## Supplied information
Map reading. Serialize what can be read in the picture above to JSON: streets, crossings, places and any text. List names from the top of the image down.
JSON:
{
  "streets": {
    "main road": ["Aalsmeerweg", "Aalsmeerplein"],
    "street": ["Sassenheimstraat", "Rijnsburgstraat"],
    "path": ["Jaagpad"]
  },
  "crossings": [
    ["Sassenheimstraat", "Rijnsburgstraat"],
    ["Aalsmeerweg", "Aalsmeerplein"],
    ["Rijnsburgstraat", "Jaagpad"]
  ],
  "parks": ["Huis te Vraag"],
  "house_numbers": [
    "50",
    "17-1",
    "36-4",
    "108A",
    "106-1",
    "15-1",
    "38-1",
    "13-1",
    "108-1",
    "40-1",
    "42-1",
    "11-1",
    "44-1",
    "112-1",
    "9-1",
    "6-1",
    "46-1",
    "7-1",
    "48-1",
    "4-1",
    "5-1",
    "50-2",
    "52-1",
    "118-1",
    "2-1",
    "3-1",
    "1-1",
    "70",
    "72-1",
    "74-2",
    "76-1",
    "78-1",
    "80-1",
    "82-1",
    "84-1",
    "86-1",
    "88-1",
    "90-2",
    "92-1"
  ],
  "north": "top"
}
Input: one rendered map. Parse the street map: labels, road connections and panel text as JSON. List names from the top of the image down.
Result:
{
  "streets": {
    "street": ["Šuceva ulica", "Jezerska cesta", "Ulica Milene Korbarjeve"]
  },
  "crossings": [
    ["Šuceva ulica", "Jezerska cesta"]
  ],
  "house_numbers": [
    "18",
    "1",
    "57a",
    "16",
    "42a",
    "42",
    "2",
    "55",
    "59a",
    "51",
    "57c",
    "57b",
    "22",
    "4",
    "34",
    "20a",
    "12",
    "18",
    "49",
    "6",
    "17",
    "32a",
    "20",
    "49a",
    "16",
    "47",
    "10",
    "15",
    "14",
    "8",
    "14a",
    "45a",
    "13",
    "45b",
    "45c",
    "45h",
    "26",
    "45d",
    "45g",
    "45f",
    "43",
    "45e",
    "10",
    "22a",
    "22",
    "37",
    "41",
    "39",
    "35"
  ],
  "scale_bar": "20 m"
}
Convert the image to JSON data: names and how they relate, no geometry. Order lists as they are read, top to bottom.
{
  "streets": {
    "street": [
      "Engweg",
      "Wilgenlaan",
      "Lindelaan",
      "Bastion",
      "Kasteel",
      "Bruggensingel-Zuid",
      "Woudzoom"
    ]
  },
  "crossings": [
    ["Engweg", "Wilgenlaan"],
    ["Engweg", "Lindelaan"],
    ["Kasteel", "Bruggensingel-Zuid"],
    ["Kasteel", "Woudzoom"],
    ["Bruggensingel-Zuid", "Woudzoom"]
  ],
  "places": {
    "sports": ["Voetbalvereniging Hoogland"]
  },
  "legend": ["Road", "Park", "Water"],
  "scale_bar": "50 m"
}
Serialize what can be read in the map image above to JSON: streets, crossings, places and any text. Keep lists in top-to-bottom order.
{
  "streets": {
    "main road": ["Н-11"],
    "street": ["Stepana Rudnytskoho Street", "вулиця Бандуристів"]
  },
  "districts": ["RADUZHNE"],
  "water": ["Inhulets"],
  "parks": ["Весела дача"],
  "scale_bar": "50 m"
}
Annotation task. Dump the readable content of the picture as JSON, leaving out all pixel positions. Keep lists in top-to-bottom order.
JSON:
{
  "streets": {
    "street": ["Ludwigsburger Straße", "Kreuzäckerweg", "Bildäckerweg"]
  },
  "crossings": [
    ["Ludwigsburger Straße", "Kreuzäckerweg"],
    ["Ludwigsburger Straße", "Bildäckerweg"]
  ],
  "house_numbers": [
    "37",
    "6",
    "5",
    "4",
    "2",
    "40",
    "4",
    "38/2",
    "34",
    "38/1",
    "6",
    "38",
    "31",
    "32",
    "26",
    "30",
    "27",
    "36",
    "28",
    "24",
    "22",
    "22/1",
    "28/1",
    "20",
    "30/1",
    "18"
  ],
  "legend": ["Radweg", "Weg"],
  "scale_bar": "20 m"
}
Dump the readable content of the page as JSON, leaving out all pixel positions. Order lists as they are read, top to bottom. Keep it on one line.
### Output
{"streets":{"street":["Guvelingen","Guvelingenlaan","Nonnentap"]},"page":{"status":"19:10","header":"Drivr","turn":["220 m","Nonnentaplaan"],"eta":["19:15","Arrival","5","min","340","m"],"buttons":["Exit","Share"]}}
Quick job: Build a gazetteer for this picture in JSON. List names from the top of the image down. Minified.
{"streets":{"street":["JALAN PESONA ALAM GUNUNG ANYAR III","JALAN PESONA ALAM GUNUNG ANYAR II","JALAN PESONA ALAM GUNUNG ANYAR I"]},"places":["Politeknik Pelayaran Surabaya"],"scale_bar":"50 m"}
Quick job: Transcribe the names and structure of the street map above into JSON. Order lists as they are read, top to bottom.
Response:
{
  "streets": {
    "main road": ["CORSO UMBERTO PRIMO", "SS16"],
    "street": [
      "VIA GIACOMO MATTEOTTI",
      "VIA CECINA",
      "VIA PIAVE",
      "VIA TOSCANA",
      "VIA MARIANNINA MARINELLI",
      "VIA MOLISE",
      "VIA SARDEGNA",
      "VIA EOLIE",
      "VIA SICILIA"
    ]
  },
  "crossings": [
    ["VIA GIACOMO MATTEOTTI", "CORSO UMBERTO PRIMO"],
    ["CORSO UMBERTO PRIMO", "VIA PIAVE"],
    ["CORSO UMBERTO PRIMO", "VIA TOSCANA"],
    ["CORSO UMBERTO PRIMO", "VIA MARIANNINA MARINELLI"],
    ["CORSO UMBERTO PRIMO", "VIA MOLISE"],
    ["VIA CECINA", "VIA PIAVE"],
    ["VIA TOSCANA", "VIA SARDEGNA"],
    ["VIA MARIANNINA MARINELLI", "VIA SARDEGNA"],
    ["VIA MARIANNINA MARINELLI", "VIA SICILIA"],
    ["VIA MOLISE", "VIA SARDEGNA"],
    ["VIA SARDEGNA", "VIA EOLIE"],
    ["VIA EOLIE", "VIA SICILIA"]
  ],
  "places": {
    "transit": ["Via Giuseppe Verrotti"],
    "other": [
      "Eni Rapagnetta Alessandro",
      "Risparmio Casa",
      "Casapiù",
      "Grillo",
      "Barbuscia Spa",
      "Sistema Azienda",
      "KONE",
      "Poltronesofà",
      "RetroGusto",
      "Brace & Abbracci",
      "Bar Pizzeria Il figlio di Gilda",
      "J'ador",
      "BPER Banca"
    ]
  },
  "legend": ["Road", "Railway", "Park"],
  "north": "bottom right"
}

## Task prompt
Say how many lines of these records hold the string "positions", giving the number and no other words.

## Solution for this exercise
2